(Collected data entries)
----

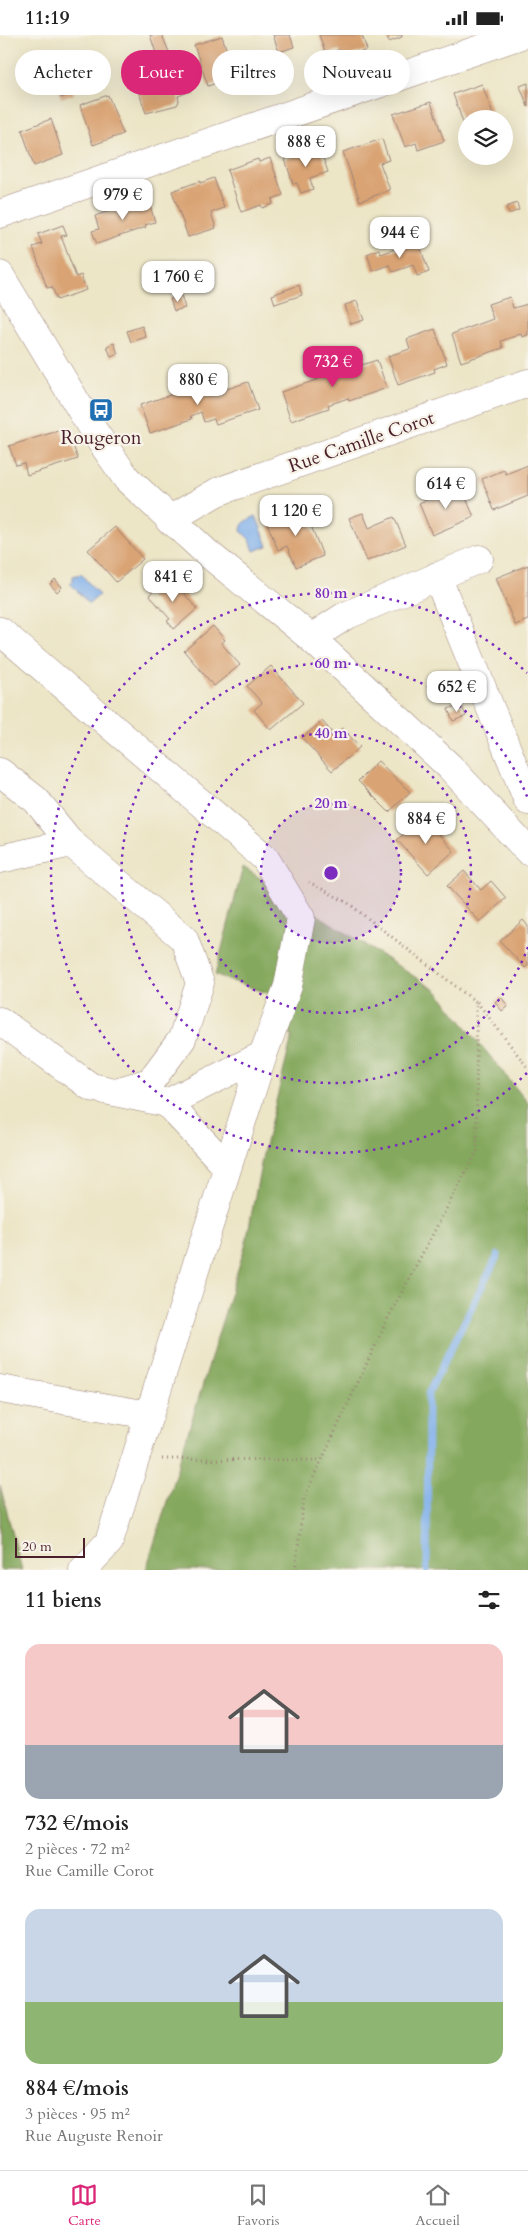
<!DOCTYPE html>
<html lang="fr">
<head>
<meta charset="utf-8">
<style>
	:root { --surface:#fff; --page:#f6f6f6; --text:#222; --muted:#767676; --line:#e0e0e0; --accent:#db2777 }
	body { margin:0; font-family:Cardo,serif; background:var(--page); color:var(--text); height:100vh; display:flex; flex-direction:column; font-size:19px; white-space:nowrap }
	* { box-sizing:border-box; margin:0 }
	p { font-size:16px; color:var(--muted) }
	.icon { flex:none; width:28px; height:28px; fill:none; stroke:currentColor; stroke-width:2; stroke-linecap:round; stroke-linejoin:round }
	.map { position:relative; height:1535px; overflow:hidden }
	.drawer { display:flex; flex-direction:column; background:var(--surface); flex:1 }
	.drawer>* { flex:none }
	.guide { position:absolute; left:15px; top:15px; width:499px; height:45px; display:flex; gap:10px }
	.buttons { position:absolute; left:458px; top:75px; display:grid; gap:10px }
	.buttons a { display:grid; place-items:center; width:55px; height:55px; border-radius:50%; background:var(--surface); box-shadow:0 5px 20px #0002; font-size:25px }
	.scale { position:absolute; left:15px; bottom:12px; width:70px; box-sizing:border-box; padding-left:5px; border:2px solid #4a1f2b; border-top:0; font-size:14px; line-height:18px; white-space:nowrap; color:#4a1f2b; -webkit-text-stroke:4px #f7f3e8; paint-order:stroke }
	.price { position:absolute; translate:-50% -42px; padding:0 11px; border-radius:10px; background:#fff; color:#222; font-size:16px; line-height:32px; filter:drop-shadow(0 1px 2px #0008) }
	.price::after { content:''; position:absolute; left:50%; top:30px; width:15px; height:11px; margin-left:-8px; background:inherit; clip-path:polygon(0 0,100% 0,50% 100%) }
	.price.current { background:var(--accent); color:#fff }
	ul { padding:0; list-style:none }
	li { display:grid; align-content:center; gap:10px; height:265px; padding:0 25px }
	li span { display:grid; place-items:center; height:155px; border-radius:15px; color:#555 }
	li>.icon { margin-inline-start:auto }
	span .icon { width:90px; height:90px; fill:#fffc; stroke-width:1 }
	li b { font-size:21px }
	h2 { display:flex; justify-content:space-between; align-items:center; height:60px; padding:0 25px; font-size:21px }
	.pill { padding:0 18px; border-radius:22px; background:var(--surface); box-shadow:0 5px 20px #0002; font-size:18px; line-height:45px }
	.pill.current { background:var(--accent); color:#fff }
	.status { display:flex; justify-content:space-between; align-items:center; height:35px; padding:0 25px; background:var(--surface); direction:ltr }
	.status svg { height:14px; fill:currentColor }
	.tabs { display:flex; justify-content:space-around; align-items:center; height:70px; border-top:1px solid var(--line); background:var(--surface); font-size:14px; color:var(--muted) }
	.tabs a { display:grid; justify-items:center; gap:2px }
	.tabs .current { color:var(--accent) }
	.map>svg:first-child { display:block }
	.forest { fill:#84a85d; stroke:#676444 }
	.water { fill:#80b0eb; stroke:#65688b }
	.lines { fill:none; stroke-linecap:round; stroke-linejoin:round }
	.stream { stroke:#80b0eb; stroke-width:7 }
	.building { fill:#d9a373 }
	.minor-casing { stroke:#9b8278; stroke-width:29 }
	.path { stroke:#9b8278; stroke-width:3; stroke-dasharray:1 4; stroke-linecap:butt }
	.minor { stroke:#fff; stroke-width:28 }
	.ring { fill:none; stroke:#7b2cbf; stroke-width:2.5; stroke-dasharray:2.5 5 }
	.labels { text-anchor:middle; stroke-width:4.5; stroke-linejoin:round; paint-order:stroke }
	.poi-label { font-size:19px; fill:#4a1f2b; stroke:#f7f3e8 }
	.street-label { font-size:19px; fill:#4a1f2b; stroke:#f7f3e8 }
	.centre { fill:#7b2cbf; stroke:#f7f3e8; stroke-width:2.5 }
	.ring-label { font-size:15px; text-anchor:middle; font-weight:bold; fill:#7b2cbf; stroke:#f7f3e8; stroke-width:4.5; stroke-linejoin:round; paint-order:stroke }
</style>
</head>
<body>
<div class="status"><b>11:19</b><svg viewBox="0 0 49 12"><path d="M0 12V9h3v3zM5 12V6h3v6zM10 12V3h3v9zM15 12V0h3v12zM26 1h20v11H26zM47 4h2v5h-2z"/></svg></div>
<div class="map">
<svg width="528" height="1535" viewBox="0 0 528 1535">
	<rect width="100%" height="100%" fill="#f7f3e8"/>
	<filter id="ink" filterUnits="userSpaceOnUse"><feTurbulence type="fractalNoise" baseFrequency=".02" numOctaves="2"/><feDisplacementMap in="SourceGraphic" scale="10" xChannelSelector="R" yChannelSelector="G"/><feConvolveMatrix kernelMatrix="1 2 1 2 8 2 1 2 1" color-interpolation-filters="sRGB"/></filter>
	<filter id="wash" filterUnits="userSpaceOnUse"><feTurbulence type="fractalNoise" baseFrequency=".0096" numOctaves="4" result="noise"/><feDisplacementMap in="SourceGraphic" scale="20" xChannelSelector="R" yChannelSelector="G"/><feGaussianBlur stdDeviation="1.12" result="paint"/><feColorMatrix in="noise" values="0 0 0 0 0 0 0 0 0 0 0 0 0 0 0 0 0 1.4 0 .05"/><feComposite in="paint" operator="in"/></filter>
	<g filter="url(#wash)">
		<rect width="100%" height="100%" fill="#ece5c6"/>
		<g class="forest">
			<polygon points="243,832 437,956 528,1068 528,1535 146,1535 246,1208 263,1119 292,1002 273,960 215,940"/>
			<polygon points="0,1450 22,1535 0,1535"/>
		</g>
		<g class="water">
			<path d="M256,481L268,511L254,516L250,505L241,496C241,487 248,485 256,481Z"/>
			<polygon points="81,539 99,560 89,569 70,548 73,546 73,541"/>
		</g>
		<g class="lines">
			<polyline class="stream" points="427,1535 428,1359 498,1220"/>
		</g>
		<g id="blocks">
			<g class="building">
				<polygon points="150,0 162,0 169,17 157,21"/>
				<polygon points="273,0 290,0 294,12 279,17"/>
				<polygon points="319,0 362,0 367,15 342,23 339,15 326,20"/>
				<polygon points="387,0 402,0 402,2 389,7"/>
				<polygon points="222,1 235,41 208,51 194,10"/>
				<polygon points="62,25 74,59 61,63 49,29"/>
				<polygon points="180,26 191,56 178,61 179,66 177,70 146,78 134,43 145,39 142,30 151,27 153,35"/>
				<polygon points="528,48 528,72 520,51"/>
				<polygon points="482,49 493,80 481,84 466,84 466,89 464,90 453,59"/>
				<polygon points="108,60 123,99 93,110 80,70"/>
				<polygon points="431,67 444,106 418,115 416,108 405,112 393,79"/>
				<polygon points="51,84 63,120 34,131 22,95"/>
				<polygon points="382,104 389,125 380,128 390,155 360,166 343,117"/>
				<polygon points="319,112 328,137 310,143 313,154 301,158 297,148 293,149 285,124"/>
				<polygon points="270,123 283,160 272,164 273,169 262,173 261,170 241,177 227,135 258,124 259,127"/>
				<polygon points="214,143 224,173 211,178 216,193 188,202 172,156 200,146 200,148"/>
				<polygon points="137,166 139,170 149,167 155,187 145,190 146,192 97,209 92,196 99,194 95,181"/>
				<polygon points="517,168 519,175 509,179 506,172"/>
				<polygon points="63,190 67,200 61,201 76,242 81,240 86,255 57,265 52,252 47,253 33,212 42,209 38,199"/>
				<polygon points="418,206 429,237 417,241 413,230 393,237 390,230 373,236 367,219 379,214 381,219"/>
				<polygon points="299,250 302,260 275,269 272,260"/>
				<polygon points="181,260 185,273 174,276 170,264"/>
				<polygon points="510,262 513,273 528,269 528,300 522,302 521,299 501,306 503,313 461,327 452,299 493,284 488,269"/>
				<polygon points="357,266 364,285 351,289 345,270"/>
				<polygon points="142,291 146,302 131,307 127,296"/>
				<polygon points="435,294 447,329 434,334 435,337 398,350 388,321 410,314 407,304"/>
				<polygon points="114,308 118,319 111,322 107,311"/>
				<polygon points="333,318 340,337 377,325 387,353 349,366 348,363 328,370 329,373 291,386 281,357 319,344 316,336 326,332 323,321"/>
				<polygon points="190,344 192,351 202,347 206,361 248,347 258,375 216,389 214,384 204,387 201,377 191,381 192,384 150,398 140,370 182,356 179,348"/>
				<polygon points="61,395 66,410 72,408 78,424 27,440 24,428 16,430 9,411"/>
				<polygon points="528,430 528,461 494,475 482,444 504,435 506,439"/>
				<polygon points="461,451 474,482 432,500 419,468"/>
				<polygon points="304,473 323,521 296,532 287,511 278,515 267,488"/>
				<polygon points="363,478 369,493 394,482 406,510 367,526 349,483"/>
				<polygon points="115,492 143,524 116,547 88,515"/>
				<polygon points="528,530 528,585 515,590 496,543"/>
				<polygon points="170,542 197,574 174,594 167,586 170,584 149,560"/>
				<polygon points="55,544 62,552 57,557 50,549"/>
				<polygon points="213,591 225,605 221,608 240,630 214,651 184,616"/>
				<polygon points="271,631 303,668 271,695 254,675 262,668 247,651"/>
				<polygon points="461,669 466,681 453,686 448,674"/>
				<polygon points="322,686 334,700 342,693 360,712 332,736 302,703"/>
				<polygon points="378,726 410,757 389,777 358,746"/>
				<polygon points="423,782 454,816 428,839 397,805"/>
				<polygon points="464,836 481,855 491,846 506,863 480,887 447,851"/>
				<polygon points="523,885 528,891 528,930 525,933 500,906"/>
				<polygon points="501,962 508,971 502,976 495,967"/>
			</g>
		</g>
	</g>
	<g filter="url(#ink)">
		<use href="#blocks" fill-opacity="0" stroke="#9b8278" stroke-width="1"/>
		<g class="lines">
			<defs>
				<g id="minor">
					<polyline points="0,179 521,0"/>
					<polyline points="0,240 93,395 127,444 206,517 311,603 450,732 528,816"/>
					<polyline points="169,485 217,457 528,348"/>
					<polyline points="437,541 528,766"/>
					<polyline points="0,596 265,823 301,883 288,951 263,1020 167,1068 91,1052 0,986"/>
					<polyline points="311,603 345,581 479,524"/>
					<polyline points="0,737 36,765 71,808"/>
					<polyline points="0,824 71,808 184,904 200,948 182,1004 150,1047 116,1057"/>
					<polyline points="167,1068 227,1132"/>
					<polyline points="0,1354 149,1380"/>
					<polyline points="83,1535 109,1507 263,1020"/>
				</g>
			</defs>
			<use href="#minor" class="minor-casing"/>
			<g class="path">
				<polyline points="477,967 528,1033"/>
				<polyline points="162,1424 322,1425"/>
				<polyline points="295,1535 304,1463 388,1283 477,1116 476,967 348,868 309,847"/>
			</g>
			<use href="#minor" class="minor"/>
		</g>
	</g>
	<circle cx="331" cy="838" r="70" fill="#7b2cbf" fill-opacity=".12"/>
	<g class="ring">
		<circle cx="331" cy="838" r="70"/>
		<circle cx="331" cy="838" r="140"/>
		<path d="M528 912A210 210 0 1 1 528 764"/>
		<path d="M527 1038A280 280 0 1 1 527 638"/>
	</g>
	<defs>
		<symbol id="bus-square" viewBox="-11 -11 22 22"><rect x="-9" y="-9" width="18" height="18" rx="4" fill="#1f6fb2" stroke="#f7f3e8"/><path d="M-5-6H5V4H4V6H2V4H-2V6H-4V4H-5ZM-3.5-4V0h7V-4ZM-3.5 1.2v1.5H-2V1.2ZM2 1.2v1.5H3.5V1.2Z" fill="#fff"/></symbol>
	</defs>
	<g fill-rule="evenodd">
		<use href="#bus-square" x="87" y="361" width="28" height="28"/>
	</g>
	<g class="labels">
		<g class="poi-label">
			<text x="101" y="409">Rougeron</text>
		</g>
		<g class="street-label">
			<text transform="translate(361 406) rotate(-19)" y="7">Rue Camille Corot</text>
		</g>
	</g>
	<circle cx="331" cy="838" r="8" class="centre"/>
	<g class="ring-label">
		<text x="331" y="563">80 m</text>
		<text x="331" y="633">60 m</text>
		<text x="331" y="703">40 m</text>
		<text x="331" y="773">20 m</text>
	</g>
</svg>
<div class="buttons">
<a><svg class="icon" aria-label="layers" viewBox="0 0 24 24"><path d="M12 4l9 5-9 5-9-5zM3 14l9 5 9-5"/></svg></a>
</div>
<div class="scale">20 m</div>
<b class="price" style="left:306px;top:133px">888 €</b>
<b class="price" style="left:123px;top:186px">979 €</b>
<b class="price" style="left:400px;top:224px">944 €</b>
<b class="price" style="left:178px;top:268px">1 760 €</b>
<b class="price current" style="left:333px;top:353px">732 €</b>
<b class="price" style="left:198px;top:371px">880 €</b>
<b class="price" style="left:446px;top:475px">614 €</b>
<b class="price" style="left:296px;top:502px">1 120 €</b>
<b class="price" style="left:173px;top:568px">841 €</b>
<b class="price" style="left:457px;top:678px">652 €</b>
<b class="price" style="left:426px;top:810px">884 €</b>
<div class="guide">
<a class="pill">Acheter</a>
<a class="pill current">Louer</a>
<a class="pill">Filtres</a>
<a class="pill">Nouveau</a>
</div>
</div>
<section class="drawer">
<h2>11 biens<svg class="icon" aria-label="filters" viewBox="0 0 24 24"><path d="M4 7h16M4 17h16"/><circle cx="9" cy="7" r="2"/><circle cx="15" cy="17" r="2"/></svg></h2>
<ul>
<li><span style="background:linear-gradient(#f6c9c9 65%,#9aa5b1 0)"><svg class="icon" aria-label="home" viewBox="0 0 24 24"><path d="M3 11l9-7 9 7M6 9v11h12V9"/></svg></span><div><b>732 €/mois</b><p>2 pièces · 72 m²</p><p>Rue Camille Corot</p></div></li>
<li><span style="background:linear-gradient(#c9d6e8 60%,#8fb573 0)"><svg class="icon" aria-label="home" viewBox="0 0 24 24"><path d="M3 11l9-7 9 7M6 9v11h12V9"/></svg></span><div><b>884 €/mois</b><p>3 pièces · 95 m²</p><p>Rue Auguste Renoir</p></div></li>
</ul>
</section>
<nav class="tabs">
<a class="current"><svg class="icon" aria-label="map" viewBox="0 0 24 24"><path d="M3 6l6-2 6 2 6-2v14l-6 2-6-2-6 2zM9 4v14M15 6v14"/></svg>Carte</a>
<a><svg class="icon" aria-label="saved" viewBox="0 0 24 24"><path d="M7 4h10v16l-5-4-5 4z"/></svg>Favoris</a>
<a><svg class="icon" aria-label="home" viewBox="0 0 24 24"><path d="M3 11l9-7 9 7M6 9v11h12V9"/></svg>Accueil</a>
</nav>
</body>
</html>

----

Every line in the data that holds the string "column" should be copied.

	body { margin:0; font-family:Cardo,serif; background:var(--page); color:var(--text); height:100vh; display:flex; flex-direction:column; font-size:19px; white-space:nowrap }
	.drawer { display:flex; flex-direction:column; background:var(--surface); flex:1 }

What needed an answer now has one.